CPKD: Clinical Prior Knowledge-Constrained Diffusion Models for Surgical Phase Recognition in Endoscopic Submucosal Dissection
Journal:
arXiv
Published Date:
Jul 4, 2025
Abstract
Gastrointestinal malignancies constitute a leading cause of cancer-related
mortality worldwide, with advanced-stage prognosis remaining particularly
dismal. Originating as a groundbreaking technique for early gastric cancer
treatment, Endoscopic Submucosal Dissection has evolved into a versatile
intervention for diverse gastrointestinal lesions. While computer-assisted
systems significantly enhance procedural precision and safety in ESD, their
clinical adoption faces a critical bottleneck: reliable surgical phase
recognition within complex endoscopic workflows. Current state-of-the-art
approaches predominantly rely on multi-stage refinement architectures that
iteratively optimize temporal predictions. In this paper, we present Clinical
Prior Knowledge-Constrained Diffusion (CPKD), a novel generative framework that
reimagines phase recognition through denoising diffusion principles while
preserving the core iterative refinement philosophy. This architecture
progressively reconstructs phase sequences starting from random noise and
conditioned on visual-temporal features. To better capture three
domain-specific characteristics, including positional priors, boundary
ambiguity, and relation dependency, we design a conditional masking strategy.

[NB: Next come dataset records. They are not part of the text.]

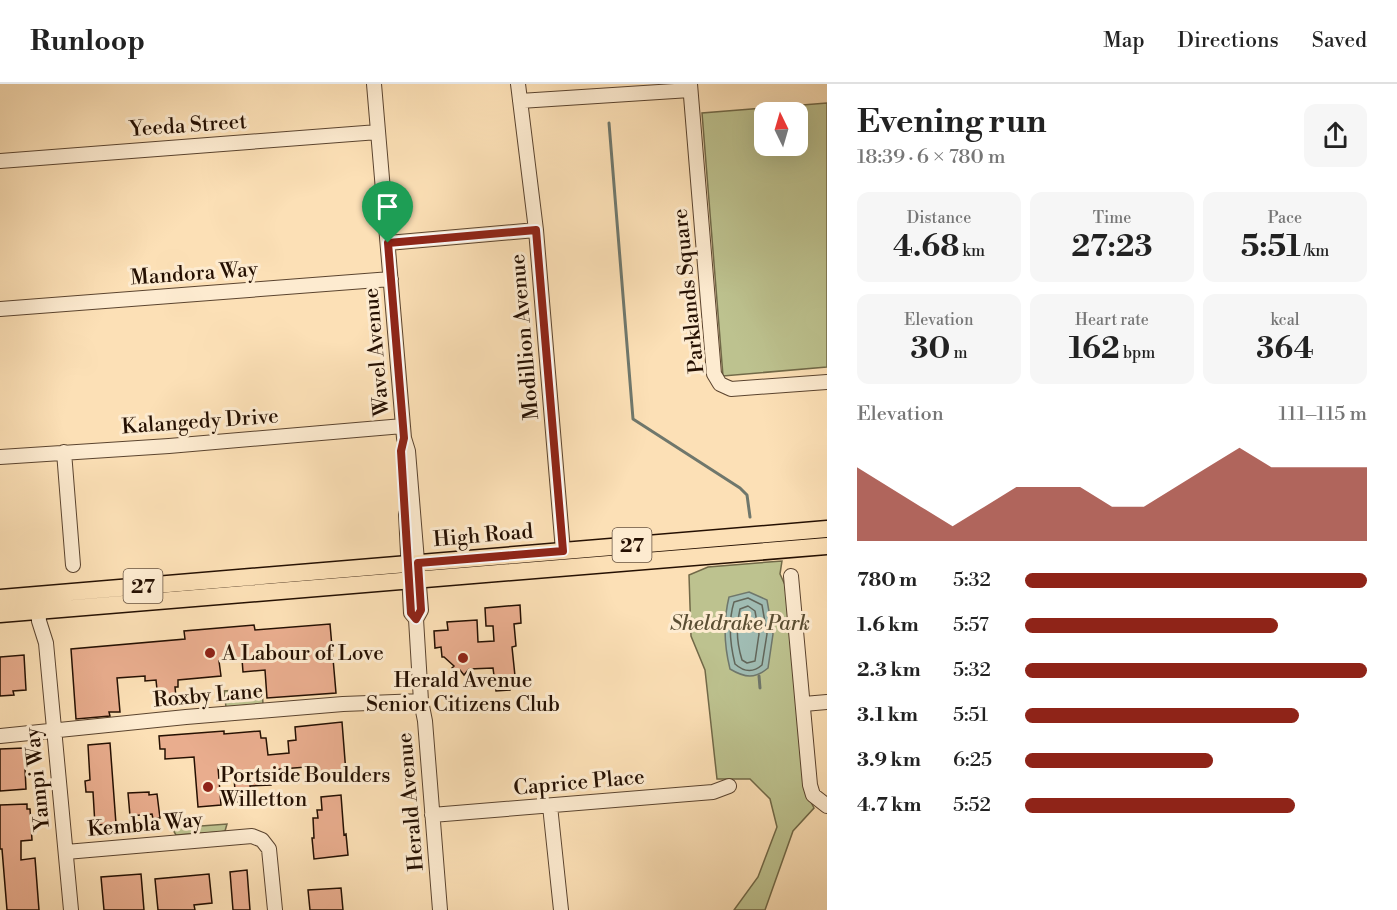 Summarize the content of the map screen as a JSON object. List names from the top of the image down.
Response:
{
  "streets": {
    "main road": ["High Road", "27"],
    "street": [
      "Yeeda Street",
      "Mandora Way",
      "Parklands Square",
      "Modillion Avenue",
      "Wavel Avenue",
      "Kalangedy Drive",
      "Roxby Lane",
      "Yampi Way",
      "Caprice Place",
      "Herald Avenue",
      "Kembla Way"
    ]
  },
  "crossings": [
    ["Yeeda Street", "Wavel Avenue"],
    ["Mandora Way", "Wavel Avenue"],
    ["Modillion Avenue", "High Road"],
    ["Wavel Avenue", "Kalangedy Drive"],
    ["Wavel Avenue", "High Road"],
    ["Wavel Avenue", "Herald Avenue"],
    ["High Road", "Yampi Way"],
    ["High Road", "Herald Avenue"],
    ["Roxby Lane", "Yampi Way"],
    ["Roxby Lane", "Herald Avenue"],
    ["Yampi Way", "Kembla Way"],
    ["Caprice Place", "Herald Avenue"]
  ],
  "parks": ["Sheldrake Park"],
  "places": ["A Labour of Love", "Herald Avenue Senior Citizens Club", "Portside Boulders Willetton"],
  "north": "top",
  "page": {
    "header": "Runloop",
    "nav": ["Map", "Directions", "Saved"],
    "heading": ["Evening run", "18:39 · 6 × 780 m"],
    "stats": [
      ["Distance", "4.68 km"],
      ["Time", "27:23"],
      ["Pace", "5:51 /km"],
      ["Elevation", "30 m"],
      ["Heart rate", "162 bpm"],
      ["kcal", "364"]
    ],
    "chart": ["Elevation", "111–115 m"],
    "list": [
      {
        "name": "780 m",
        "note": "5:32"
      },
      {
        "name": "1.6 km",
        "note": "5:57"
      },
      {
        "name": "2.3 km",
        "note": "5:32"
      },
      {
        "name": "3.1 km",
        "note": "5:51"
      },
      {
        "name": "3.9 km",
        "note": "6:25"
      },
      {
        "name": "4.7 km",
        "note": "5:52"
      }
    ]
  }
}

Furthermore, we incorporate clinical prior knowledge into the model training to
improve its ability to correct phase logical errors. Comprehensive evaluations
on ESD820, Cholec80, and external multi-center demonstrate that our proposed
CPKD achieves superior or comparable performance to state-of-the-art
approaches, validating the effectiveness of diffusion-based generative
paradigms for surgical phase recognition.